━━ Source data
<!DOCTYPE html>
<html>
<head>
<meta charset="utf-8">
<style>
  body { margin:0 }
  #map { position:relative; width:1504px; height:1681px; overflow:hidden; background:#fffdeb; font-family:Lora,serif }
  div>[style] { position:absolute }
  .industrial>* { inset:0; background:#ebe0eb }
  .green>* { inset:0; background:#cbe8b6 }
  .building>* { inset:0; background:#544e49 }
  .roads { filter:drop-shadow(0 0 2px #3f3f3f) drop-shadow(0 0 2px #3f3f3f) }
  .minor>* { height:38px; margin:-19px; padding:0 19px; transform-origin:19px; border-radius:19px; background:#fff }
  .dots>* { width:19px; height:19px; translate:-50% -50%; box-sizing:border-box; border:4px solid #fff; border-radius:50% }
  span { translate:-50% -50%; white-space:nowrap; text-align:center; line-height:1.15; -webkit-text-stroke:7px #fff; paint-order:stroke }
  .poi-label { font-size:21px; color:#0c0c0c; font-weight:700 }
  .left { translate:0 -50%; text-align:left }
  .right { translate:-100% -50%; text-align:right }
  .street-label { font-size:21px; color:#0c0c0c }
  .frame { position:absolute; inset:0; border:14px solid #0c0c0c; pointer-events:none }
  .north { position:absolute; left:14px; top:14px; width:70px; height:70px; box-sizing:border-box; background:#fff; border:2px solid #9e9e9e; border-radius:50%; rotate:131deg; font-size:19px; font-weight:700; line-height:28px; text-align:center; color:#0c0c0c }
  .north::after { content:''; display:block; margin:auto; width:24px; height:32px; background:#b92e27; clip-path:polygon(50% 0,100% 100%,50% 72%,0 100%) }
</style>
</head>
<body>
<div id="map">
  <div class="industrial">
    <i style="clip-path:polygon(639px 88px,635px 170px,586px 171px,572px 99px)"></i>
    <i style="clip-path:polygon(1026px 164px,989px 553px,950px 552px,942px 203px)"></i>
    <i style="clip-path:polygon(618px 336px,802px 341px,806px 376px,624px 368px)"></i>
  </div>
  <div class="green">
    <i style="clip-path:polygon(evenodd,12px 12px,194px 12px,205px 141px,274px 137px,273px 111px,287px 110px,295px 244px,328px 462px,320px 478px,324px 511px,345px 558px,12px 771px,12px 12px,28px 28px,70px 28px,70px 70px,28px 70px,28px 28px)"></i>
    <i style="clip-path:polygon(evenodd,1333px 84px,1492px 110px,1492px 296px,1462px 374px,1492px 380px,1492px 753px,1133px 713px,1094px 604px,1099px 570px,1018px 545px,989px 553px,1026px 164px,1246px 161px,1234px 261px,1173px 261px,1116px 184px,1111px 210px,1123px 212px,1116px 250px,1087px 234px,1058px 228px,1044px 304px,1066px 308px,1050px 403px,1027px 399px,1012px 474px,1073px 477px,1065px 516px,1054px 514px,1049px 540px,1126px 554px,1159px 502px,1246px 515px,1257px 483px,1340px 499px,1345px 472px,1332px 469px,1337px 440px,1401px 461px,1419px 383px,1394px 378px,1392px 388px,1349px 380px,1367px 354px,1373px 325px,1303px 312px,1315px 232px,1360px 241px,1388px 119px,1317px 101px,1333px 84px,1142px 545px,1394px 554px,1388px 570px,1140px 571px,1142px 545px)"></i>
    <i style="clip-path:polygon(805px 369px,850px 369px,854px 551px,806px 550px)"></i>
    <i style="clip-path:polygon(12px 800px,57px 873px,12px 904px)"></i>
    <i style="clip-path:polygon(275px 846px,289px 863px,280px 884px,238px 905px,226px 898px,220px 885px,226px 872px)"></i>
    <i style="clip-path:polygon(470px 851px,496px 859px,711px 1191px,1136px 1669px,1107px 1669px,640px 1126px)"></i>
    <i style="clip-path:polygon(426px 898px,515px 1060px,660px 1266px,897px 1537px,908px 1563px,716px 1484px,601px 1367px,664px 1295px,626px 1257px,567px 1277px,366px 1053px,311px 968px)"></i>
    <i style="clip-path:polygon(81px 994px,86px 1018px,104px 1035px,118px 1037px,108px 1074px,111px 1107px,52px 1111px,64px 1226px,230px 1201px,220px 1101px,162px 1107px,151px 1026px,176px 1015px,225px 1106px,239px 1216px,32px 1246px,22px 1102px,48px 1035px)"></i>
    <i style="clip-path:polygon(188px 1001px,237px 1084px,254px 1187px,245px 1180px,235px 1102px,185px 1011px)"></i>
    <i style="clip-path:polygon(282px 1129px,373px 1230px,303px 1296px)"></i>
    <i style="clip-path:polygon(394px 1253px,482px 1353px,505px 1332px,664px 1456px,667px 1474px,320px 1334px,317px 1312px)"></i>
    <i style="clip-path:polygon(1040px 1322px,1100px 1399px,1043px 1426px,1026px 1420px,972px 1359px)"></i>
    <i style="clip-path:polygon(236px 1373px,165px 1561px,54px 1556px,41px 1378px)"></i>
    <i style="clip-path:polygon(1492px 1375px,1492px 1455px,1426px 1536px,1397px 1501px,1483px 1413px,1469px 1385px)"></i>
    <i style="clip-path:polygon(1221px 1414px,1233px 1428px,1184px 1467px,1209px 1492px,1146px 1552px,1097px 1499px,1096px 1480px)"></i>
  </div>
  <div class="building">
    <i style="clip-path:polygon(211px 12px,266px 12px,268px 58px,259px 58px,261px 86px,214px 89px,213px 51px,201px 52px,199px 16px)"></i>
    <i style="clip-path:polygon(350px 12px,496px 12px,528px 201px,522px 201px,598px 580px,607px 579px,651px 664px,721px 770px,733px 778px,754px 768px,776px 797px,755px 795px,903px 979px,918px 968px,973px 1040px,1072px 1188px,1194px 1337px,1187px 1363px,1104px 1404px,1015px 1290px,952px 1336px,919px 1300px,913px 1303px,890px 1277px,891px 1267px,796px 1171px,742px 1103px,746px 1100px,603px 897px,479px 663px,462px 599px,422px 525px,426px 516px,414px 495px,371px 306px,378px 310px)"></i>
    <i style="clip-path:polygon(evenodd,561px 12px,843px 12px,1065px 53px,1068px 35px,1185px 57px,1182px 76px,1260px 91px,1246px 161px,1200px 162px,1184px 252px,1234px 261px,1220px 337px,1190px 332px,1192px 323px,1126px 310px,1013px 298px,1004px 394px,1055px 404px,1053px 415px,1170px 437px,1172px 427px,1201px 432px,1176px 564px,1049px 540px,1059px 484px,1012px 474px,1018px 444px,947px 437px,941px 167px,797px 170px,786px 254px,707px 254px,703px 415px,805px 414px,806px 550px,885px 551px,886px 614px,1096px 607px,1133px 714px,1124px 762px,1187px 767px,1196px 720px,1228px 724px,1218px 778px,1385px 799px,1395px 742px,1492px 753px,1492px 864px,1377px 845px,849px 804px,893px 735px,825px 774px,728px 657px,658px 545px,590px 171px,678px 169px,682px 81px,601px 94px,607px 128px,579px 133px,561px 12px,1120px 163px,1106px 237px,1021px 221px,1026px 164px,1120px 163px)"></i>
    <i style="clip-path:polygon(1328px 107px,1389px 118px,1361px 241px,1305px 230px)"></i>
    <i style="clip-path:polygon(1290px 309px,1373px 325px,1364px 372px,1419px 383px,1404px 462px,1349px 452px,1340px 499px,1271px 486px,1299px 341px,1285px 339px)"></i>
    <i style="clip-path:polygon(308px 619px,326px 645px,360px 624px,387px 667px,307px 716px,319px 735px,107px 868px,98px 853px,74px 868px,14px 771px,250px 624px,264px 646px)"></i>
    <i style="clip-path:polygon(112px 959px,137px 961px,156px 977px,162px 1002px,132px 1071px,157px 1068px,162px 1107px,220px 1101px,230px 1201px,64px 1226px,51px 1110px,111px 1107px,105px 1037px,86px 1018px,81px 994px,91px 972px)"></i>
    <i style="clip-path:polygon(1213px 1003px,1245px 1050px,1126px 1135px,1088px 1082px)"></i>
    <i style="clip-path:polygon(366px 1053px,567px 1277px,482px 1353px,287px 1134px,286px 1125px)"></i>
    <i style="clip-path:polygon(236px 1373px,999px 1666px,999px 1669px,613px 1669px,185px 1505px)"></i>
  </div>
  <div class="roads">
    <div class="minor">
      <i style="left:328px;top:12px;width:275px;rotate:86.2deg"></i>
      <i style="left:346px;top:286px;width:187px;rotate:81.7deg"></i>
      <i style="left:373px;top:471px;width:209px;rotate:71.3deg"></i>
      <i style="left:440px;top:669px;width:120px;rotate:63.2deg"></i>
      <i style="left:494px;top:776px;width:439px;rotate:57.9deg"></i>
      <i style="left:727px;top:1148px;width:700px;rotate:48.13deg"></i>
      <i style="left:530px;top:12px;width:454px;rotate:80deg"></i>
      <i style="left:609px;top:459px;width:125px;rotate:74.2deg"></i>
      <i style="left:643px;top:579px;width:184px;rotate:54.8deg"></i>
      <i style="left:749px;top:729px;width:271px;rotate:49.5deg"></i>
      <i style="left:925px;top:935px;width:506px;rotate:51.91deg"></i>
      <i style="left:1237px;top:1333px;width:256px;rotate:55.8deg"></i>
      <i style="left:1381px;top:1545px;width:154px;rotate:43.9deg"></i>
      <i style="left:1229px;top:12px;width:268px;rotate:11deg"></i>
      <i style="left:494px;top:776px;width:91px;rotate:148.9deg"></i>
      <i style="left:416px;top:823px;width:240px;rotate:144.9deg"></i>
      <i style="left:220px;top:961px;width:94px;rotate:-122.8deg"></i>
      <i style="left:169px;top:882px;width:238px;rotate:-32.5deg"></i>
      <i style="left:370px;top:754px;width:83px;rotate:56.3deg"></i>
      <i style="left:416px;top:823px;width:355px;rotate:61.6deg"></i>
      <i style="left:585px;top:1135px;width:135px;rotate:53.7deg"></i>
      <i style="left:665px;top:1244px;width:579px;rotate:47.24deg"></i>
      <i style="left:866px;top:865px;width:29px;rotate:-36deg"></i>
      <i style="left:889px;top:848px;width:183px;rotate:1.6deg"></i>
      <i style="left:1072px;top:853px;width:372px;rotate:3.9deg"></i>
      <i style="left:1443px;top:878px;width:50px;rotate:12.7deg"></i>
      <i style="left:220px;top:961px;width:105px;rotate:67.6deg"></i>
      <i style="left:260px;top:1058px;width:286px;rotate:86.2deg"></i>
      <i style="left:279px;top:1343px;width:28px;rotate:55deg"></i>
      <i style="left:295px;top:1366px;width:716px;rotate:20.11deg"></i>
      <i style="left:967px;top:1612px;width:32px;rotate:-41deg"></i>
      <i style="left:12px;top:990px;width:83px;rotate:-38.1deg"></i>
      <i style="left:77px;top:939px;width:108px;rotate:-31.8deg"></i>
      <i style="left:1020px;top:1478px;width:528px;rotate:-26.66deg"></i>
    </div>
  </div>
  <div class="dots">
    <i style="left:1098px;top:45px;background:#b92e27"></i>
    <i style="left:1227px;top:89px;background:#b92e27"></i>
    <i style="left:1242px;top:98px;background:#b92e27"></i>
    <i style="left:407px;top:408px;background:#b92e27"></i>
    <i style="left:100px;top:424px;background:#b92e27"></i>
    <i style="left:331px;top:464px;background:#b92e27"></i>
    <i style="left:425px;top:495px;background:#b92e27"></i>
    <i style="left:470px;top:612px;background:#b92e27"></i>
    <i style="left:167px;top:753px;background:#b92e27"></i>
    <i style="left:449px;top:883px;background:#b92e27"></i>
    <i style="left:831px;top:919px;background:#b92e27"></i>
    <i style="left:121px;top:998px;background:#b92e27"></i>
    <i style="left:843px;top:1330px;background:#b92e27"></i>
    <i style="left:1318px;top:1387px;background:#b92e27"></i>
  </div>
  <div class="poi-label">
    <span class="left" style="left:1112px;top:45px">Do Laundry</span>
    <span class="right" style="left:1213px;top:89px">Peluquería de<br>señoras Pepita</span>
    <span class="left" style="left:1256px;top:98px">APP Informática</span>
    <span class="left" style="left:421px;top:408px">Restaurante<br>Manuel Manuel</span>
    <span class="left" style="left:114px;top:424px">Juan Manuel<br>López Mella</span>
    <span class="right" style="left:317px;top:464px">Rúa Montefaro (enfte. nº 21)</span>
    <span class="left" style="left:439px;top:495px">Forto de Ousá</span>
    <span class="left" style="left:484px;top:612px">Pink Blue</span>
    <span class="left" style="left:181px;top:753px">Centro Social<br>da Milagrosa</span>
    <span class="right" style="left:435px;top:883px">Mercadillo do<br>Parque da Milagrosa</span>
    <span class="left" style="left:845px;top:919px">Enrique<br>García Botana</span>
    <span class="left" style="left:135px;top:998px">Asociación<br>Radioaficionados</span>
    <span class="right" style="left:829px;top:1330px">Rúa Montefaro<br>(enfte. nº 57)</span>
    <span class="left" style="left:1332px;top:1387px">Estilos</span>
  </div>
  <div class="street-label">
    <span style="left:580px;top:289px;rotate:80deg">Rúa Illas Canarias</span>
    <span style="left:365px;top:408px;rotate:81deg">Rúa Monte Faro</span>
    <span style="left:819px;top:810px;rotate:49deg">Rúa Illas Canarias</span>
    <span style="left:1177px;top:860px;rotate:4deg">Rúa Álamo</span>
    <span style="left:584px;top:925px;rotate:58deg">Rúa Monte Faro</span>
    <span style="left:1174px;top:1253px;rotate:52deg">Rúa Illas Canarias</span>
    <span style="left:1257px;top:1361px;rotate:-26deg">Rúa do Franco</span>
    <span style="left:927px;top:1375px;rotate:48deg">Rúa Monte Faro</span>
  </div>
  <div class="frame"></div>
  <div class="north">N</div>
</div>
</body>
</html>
━━━━
**Exercise**
Take the records above and return, word for word, only the lines that fall from the line with "1003px,1245px 1050px,1126px 1135px,1088px" to the line with "1053px,567px 1277px,482px 1353px,287px", both of them included.

**Output**
    <i style="clip-path:polygon(1213px 1003px,1245px 1050px,1126px 1135px,1088px 1082px)"></i>
    <i style="clip-path:polygon(366px 1053px,567px 1277px,482px 1353px,287px 1134px,286px 1125px)"></i>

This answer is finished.